Fifty years ago today, I was ordained a priest. I am not going to give a biography of what unfolded over those many years sometimes quietly and most often unnoticed. There were many manifestations of destiny which over the years opened intense thresholds in the lives of those ordained with me. There were 28 men ordained for the Camden Diocese in 1964. Ten have died; 10 left for one reason or another, and 8 remain.
Time and religion have contributed many things for our lives, have done things to us, and have undone things in us. Some people, naively, ask me when did God call you to be a priest or how did you know. I cannot answer those questions with any clarity. All I know is this:
God is not secretive, nor is he devious. Yet, he can be very subtle as Einstein once said. He speaks to all of us silently as he, once, spoke to Elijah in the cave. God was not heard in the high wind nor in the earthquake nor in fire but in a gentle whisper (1 Kings 19:9ff). This is the way it is with ourselves, God speaking to us, not directly, but through others. You know your “others” and I know mine. Mine were good parents, and some kind priests and lay people whom I met along the way and after ordination as a priest it was good holy parishioners, some of them saints and even a few of them students from high school who kept me going on the straight and narrow path. I know because I could feel it. One does not go on valiantly like some Superman or Superwoman or Lone Ranger. These types were not real persons nor could they be anything else but fiction. But God is always there and he is no fiction. Such are all our biographies – God calling and our sometimes feeble attempts to respond.
What we seek, or should I say the One we seek, is very busy trying to seek us. God calls us to a field beyond everywhere and it is there we meet him. When we were baptized, God gave us wings. Think about that and say to ourselves, “Because I have my wings, I am not going to crawl but soar through my life.”
At this moment let us get rid of, sell our cleverness and deviousness. God, as I said a moment ago, is not devious.

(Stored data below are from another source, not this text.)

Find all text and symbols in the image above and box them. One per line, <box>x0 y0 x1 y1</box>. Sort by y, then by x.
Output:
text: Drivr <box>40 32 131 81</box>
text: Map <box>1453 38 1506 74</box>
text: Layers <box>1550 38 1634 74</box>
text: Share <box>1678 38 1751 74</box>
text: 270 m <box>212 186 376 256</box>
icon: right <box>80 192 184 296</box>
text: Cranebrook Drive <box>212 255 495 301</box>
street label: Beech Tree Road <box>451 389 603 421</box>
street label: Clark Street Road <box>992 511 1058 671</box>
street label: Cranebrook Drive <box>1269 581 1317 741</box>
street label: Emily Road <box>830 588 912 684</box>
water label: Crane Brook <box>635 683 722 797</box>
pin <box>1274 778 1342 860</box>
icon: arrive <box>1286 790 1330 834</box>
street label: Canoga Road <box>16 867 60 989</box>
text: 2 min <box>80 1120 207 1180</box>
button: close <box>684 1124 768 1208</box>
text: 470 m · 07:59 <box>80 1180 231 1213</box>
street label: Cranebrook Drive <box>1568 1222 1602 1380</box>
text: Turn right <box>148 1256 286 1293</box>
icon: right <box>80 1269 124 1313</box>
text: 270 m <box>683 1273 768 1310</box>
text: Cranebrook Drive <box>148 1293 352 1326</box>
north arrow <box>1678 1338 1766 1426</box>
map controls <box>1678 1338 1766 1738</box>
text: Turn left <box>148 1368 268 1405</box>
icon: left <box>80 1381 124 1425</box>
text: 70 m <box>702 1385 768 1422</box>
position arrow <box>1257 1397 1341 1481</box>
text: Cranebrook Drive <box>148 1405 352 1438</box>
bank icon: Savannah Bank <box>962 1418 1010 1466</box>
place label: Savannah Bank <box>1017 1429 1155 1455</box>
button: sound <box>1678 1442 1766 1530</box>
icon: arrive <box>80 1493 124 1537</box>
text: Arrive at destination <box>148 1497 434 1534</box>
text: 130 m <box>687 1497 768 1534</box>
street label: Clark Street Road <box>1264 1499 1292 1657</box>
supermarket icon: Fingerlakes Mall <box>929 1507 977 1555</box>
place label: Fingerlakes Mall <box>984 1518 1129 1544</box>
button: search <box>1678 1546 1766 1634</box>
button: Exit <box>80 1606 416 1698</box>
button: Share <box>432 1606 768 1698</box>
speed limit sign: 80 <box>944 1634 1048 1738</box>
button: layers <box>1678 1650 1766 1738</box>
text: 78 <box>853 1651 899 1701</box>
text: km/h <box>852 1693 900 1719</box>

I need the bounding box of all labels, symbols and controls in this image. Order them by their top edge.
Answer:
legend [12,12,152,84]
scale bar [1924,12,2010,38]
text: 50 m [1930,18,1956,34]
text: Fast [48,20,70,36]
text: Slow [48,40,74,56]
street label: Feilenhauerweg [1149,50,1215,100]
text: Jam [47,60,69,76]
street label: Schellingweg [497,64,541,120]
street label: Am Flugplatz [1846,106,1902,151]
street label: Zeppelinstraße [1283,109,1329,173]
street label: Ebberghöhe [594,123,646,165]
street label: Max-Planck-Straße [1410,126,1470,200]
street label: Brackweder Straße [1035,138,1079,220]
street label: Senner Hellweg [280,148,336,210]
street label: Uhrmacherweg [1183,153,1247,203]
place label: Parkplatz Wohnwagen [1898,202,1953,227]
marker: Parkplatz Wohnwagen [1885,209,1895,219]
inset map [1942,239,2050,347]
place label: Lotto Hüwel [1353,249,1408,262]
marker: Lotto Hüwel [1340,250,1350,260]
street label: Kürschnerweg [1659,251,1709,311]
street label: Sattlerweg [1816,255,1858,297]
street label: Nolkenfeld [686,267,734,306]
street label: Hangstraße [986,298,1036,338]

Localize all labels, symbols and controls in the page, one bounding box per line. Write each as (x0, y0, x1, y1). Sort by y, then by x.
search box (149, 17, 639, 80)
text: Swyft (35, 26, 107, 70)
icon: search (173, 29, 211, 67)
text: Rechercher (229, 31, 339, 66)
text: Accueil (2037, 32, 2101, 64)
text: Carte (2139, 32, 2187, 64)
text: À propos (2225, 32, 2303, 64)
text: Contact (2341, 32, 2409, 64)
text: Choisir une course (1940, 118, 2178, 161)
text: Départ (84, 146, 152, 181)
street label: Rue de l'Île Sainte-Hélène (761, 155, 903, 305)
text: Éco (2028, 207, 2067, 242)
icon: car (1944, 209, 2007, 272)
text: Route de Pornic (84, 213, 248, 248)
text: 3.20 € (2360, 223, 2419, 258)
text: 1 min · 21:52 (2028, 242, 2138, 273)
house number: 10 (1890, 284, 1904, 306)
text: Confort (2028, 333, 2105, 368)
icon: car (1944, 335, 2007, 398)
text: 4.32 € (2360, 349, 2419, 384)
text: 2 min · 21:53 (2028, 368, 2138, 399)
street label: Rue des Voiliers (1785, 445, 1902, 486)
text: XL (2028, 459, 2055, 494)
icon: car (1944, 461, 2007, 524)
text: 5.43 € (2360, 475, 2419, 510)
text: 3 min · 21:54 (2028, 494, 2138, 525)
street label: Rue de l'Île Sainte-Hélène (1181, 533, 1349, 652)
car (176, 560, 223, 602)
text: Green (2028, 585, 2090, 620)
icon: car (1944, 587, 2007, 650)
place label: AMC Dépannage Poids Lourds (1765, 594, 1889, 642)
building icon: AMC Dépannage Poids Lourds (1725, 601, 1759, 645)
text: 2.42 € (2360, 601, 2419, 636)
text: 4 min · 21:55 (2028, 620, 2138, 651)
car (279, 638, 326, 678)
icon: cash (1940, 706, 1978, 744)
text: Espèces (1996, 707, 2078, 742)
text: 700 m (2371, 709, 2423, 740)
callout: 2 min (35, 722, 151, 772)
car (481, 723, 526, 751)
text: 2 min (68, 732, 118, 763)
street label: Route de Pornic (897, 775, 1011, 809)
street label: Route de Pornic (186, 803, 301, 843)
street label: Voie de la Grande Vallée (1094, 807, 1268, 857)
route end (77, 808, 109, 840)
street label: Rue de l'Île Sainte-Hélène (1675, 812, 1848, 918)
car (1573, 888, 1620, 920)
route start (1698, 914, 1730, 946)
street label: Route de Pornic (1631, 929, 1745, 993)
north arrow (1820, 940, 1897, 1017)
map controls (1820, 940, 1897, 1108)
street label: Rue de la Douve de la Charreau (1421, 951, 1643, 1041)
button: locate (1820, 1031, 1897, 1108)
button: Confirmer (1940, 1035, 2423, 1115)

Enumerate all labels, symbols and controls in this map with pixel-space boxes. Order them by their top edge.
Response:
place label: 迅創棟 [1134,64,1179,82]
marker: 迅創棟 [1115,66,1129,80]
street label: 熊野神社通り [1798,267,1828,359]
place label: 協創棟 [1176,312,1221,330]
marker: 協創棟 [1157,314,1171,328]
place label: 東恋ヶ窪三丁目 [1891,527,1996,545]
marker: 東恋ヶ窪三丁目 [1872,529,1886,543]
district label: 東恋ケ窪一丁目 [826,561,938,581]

Let us buy instead amazement and wonder at what God has done for us and in us. Omar Khayyam was a Persian poet about 1,000 years ago and he came up with the line,” a loaf of bread, a jug of wine, and Thou.” These were only words as lovely as they may seem to be. One thousand years again before him, Jesus already by a gesture beyond all human understanding had changed a loaf of bread and a jug of wine into himself. On the Thursday night before he died Jesus gave that same power to his Apostles and to many men ever since. Then, by our participation in that, transformed bread and wine, Jesus changes us into himself. God speaks to us silently in our hearts. Everything and anything else is just a poor translation of what really is. One day, God will explain it all in words that are explicitly clear and which will leave us with perfect understanding. Meanwhile, thank you all for your prayers and for your lovely wishes. And may God bless you too and keep you in good health.